AZERBAIJAN: Avian flu was discovered in a new country yesterday with Azerbaijan finding the lethal H5N1 strain in wild birds floating dead on the Caspian Sea, and two more deaths from the virus were reported in China and Indonesia.
The virus was discovered in birds in the west African country of Nigeria earlier this week, extending what a senior United Nations official called a devastating spread from southern Asia over the past seven months.
Health experts are trying to warn people of the danger of a virus that is contracted through direct contact with infected birds.
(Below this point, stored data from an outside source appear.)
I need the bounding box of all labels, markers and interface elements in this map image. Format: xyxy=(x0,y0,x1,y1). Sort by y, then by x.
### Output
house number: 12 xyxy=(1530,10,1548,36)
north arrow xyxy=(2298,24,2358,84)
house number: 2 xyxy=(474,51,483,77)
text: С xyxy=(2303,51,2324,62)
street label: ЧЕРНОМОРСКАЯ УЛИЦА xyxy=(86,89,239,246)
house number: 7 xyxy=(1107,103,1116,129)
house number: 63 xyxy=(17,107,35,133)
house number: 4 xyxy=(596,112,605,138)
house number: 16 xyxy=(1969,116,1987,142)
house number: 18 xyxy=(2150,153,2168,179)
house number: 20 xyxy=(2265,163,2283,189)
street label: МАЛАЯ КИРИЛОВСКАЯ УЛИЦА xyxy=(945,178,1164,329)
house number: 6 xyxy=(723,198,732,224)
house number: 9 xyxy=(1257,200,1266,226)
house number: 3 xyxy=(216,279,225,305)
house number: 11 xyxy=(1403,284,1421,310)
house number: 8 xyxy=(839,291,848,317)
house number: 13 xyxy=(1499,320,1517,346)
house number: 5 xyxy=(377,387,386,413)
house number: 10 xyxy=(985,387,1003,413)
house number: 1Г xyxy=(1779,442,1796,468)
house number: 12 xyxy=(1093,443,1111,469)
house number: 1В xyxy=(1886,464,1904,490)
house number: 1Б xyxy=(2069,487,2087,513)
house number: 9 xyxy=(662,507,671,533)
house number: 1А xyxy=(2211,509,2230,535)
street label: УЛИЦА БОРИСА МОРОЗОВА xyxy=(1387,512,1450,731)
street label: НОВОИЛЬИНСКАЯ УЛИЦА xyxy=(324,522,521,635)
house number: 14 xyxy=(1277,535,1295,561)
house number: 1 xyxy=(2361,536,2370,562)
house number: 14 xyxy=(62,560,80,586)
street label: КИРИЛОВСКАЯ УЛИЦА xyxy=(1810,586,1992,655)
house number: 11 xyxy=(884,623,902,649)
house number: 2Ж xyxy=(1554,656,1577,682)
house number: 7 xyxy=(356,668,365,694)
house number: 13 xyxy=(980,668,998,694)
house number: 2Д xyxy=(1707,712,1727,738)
But episodes in countries as far apart as Nigeria and Iraq showed the struggle they face.
Nigerian poultry-farm workers used their bare hands to throw dead chickens on to fires as village children stood by to watch in an area where H5N1 flu virus has been found.
In the southern Iraqi city of Amara, which is investigating a death that may have been caused by bird flu, children played among the dead fowl.
The World Health Organisation (WHO) has already confirmed 88 human deaths since the virus re-emerged in late 2003, and the figure is steadily climbing.
Indonesia said a woman being treated for bird flu at a specialist Jakarta hospital had died and another patient was in critical condition.
The virus has also killed a 20-year-old woman farmer in the central Chinese province of Hunan.
There are fears the virus could mutate to a form where it can spread from human to human.
David Nabarro, who heads the UN drive to contain the virus, said there was no evidence it had mutated to that point, but added: "It's not far away".
The WHO offered a glimmer of hope, saying a limited number of migratory birds appeared to be spreading a single sub-strain of the H5N1 virus.